The Spinanes
Strand
[Sub Pop]
Rating: 8.9
The Spinanes are Scott Plouf (The Beat) and Rebecca
Gates (The Music), and together, they're two talented kids. Not since Tori Amos'
Little Earthquakes has quiet, pretty music rocked out in such
a hard way. Not that the Spinsters are going to be writhing on piano benches anytime soon.
Their music is like sleeping to avoid conflict. If you're manic
depressive, you know what I'm talking about. "If I sleep, I can avoid the pain of
life. Zzzzzz..." (Not that I've ever felt like that, but everyone knows someone
who frequently does.)
The songs on Strand are similar to those on their 1993 debut Manos,
but they're more complex now. There are more instruments on this record, for
example. You may occasionally hear a piano, organ, tympani, or mellotron in
addition to the Spinanes standard of drums, guitar, vocals.
It may have been set up so that the first thing you hear are the changes.

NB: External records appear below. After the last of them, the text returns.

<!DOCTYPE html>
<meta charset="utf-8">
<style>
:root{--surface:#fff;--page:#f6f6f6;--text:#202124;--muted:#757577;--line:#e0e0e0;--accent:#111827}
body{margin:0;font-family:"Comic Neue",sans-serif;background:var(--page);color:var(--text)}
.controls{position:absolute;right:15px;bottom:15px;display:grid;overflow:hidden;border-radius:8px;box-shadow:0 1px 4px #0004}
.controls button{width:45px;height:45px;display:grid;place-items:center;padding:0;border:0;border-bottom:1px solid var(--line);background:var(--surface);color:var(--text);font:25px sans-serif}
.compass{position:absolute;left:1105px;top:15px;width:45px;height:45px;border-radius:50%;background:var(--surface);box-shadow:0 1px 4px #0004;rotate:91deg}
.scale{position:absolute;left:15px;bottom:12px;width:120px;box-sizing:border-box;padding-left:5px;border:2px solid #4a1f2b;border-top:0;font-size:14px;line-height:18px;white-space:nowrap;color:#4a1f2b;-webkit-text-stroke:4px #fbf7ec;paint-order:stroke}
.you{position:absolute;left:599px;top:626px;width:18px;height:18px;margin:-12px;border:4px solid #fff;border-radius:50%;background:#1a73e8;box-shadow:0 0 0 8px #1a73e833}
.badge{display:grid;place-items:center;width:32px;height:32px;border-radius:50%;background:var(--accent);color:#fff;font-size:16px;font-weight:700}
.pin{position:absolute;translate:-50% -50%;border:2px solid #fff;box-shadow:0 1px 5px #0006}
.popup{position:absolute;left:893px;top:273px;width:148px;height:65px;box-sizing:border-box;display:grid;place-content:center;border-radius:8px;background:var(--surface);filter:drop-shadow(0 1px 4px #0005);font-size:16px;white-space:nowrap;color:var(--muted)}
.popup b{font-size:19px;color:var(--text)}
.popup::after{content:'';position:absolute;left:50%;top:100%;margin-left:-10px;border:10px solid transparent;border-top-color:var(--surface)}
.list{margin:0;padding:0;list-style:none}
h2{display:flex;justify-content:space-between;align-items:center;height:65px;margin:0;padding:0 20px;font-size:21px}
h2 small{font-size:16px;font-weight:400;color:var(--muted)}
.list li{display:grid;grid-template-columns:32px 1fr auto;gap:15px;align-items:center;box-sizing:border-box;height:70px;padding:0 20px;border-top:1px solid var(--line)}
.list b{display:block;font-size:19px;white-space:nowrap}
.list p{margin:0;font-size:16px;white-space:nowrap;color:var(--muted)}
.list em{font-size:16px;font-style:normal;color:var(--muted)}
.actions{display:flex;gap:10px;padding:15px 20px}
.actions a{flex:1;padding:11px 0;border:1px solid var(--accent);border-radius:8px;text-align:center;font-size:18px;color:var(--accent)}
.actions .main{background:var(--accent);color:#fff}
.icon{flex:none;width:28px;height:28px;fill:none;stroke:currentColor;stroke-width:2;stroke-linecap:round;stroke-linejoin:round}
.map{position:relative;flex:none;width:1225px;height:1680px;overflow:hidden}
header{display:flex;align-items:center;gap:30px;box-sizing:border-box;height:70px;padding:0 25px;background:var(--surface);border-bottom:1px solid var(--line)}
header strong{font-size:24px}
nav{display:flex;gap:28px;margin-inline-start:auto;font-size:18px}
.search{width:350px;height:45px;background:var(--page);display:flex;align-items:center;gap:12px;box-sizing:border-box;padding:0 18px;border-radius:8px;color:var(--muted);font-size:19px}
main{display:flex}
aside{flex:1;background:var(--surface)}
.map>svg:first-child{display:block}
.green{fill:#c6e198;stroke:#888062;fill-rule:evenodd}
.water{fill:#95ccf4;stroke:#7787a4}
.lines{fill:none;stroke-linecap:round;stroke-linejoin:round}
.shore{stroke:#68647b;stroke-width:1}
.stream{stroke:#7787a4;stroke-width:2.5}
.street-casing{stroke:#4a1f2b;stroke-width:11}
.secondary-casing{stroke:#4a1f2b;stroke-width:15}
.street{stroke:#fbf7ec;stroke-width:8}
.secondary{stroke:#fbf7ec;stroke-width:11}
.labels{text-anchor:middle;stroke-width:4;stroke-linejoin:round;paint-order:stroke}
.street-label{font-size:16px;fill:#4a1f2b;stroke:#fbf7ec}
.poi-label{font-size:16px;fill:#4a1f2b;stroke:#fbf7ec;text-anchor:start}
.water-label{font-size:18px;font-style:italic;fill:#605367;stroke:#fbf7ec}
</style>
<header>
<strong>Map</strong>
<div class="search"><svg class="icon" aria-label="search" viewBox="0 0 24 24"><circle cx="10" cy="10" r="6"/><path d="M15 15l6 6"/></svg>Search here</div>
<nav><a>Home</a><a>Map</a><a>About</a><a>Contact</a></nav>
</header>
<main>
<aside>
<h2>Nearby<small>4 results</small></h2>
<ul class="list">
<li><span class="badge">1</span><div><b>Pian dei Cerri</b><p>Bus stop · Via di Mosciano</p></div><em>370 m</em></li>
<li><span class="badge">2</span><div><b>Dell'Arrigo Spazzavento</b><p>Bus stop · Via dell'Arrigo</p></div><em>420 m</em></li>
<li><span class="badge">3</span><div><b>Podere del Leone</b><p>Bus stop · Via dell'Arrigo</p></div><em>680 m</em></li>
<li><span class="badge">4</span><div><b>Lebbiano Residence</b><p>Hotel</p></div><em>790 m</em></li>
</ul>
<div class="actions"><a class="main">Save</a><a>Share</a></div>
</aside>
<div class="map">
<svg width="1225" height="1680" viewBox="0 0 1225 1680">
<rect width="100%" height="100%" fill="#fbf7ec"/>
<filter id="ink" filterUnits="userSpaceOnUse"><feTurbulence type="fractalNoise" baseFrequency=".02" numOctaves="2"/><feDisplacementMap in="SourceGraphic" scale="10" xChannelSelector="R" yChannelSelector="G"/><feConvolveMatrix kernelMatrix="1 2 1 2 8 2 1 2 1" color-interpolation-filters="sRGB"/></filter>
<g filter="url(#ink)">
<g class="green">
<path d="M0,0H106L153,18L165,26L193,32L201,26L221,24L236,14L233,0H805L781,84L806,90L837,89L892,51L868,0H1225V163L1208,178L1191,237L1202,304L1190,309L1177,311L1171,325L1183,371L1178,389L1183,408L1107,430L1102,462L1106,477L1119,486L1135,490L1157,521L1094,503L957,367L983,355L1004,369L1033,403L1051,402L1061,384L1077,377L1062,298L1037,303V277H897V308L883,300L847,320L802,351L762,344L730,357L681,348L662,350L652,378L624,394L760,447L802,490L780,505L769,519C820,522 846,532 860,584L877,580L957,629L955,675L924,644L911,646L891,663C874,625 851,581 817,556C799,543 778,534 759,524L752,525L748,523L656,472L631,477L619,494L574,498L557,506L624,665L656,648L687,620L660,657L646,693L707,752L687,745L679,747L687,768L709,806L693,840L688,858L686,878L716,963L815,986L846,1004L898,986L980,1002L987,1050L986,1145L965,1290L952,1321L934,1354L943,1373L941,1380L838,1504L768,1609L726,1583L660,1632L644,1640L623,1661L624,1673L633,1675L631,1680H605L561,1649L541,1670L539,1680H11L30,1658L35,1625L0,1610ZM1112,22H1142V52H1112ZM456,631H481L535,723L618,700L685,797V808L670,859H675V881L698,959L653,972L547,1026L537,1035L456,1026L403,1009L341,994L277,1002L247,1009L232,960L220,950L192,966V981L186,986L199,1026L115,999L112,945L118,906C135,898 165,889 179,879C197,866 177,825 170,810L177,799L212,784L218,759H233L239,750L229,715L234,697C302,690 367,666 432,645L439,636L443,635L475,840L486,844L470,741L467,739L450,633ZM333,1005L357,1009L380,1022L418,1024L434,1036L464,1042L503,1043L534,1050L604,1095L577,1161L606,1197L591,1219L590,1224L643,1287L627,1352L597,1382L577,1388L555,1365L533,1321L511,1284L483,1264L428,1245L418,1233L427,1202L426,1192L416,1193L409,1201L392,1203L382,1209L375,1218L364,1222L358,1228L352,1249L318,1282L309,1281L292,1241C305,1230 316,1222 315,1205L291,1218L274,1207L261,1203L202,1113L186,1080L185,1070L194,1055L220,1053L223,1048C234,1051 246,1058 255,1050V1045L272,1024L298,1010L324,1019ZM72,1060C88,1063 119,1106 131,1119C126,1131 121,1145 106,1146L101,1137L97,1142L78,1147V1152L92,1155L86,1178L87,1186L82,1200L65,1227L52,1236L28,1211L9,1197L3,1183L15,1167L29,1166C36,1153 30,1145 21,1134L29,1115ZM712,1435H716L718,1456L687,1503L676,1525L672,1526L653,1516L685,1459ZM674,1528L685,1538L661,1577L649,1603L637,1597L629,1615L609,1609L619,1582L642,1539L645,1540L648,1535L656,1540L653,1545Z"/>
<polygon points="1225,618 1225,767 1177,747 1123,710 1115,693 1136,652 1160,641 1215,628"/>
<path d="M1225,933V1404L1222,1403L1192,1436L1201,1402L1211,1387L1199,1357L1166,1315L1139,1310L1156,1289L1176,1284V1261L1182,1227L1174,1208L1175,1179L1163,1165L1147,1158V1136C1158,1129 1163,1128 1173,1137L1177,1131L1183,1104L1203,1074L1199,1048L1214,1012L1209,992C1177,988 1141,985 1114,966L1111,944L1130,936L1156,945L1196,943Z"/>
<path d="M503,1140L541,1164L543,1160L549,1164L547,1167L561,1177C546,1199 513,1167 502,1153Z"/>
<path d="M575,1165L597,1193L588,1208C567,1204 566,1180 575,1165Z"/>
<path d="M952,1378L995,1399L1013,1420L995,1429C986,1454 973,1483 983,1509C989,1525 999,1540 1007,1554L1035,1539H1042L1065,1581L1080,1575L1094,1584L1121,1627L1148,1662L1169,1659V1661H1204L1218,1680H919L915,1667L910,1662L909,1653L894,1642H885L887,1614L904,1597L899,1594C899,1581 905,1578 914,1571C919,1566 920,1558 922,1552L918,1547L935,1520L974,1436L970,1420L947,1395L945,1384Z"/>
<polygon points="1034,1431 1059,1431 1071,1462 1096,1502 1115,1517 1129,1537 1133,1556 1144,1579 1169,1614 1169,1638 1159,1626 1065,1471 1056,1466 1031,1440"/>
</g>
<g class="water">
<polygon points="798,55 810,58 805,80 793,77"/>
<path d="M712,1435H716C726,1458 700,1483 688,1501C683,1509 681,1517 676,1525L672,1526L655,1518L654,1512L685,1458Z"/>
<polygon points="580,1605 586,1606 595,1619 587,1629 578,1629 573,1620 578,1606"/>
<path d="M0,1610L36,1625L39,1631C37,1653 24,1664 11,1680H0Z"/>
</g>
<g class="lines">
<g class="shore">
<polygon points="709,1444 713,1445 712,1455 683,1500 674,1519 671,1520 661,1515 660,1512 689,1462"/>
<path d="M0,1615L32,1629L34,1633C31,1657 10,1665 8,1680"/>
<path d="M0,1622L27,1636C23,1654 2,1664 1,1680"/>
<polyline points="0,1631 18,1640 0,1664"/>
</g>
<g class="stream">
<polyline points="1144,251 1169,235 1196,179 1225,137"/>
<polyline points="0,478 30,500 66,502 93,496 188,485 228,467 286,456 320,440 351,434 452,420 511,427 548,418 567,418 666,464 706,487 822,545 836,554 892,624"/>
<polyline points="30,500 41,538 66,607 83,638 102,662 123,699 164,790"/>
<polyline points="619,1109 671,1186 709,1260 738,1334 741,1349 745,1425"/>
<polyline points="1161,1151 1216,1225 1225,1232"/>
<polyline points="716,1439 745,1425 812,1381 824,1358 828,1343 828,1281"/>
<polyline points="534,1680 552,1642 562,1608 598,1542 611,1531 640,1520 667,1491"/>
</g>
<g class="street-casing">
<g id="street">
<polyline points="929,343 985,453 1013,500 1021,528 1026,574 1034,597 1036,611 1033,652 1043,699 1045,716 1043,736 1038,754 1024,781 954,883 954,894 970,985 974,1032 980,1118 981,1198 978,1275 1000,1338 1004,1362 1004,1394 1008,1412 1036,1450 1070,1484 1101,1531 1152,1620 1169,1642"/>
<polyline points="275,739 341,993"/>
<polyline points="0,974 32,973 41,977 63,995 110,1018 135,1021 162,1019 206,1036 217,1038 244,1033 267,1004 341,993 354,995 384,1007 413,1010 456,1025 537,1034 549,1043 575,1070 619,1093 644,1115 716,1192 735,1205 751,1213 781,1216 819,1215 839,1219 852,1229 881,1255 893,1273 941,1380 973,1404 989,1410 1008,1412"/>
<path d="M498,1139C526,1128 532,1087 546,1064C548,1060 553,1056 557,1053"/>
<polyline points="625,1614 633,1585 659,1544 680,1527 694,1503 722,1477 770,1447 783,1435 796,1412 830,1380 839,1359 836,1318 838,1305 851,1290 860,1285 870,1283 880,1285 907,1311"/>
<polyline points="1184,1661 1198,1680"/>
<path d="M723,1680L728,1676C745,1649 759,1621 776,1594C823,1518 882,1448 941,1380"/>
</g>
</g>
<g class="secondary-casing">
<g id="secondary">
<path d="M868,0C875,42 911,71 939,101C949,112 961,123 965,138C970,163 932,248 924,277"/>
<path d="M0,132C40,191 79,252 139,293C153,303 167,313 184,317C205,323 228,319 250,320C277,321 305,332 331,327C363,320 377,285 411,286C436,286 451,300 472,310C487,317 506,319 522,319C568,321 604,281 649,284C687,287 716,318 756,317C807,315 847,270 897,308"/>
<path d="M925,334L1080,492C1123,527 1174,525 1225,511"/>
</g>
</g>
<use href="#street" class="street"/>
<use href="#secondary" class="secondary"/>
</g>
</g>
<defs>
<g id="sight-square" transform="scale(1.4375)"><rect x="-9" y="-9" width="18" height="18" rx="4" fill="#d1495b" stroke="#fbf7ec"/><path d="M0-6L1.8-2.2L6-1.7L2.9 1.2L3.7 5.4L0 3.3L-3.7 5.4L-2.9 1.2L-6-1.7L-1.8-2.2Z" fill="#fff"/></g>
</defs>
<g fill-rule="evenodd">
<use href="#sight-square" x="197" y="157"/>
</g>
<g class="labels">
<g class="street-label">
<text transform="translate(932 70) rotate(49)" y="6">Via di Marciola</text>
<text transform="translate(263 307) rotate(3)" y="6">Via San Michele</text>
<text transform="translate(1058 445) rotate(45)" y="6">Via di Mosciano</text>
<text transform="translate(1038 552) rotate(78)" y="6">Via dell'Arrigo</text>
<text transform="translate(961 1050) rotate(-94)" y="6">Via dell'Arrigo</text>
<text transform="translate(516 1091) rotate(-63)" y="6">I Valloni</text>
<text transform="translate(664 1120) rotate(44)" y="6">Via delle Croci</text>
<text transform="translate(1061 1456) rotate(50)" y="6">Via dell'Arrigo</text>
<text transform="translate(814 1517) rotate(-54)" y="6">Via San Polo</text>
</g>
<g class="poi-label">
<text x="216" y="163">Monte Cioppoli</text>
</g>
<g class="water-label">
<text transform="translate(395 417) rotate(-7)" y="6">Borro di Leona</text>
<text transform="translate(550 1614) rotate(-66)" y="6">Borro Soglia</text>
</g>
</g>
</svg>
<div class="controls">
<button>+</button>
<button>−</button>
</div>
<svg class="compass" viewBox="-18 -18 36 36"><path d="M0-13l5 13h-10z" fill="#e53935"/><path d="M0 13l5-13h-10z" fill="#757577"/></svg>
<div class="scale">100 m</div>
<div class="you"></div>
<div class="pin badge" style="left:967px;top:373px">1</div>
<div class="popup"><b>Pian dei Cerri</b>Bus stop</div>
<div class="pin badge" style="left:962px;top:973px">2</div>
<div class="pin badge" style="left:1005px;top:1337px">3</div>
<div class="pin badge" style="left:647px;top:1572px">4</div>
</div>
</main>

"Madding" (the first song and single off the record) comes in with sound effects
and machine- like percussion. They aren't the deafening, annoying sound effects
that have so cheesily become the new trend in rock (replacing feedback as "more
alternative"), but more like one of those Sounds of Nature tapes if it had
been recorded in somebody's garage. The sound of electric waves crashing into the
shore, and a distant, tribal pounding from the island you can see way out on the
ocean. Then "Azure" kicks in with its trademark Spinanes mellowrock groove.
The ocean is suddenly very far away and your house is on fire.
Rarely are sophomore efforts better than debuts, but Strand kicks
the already impressive Manos' ass up and down this courtyard.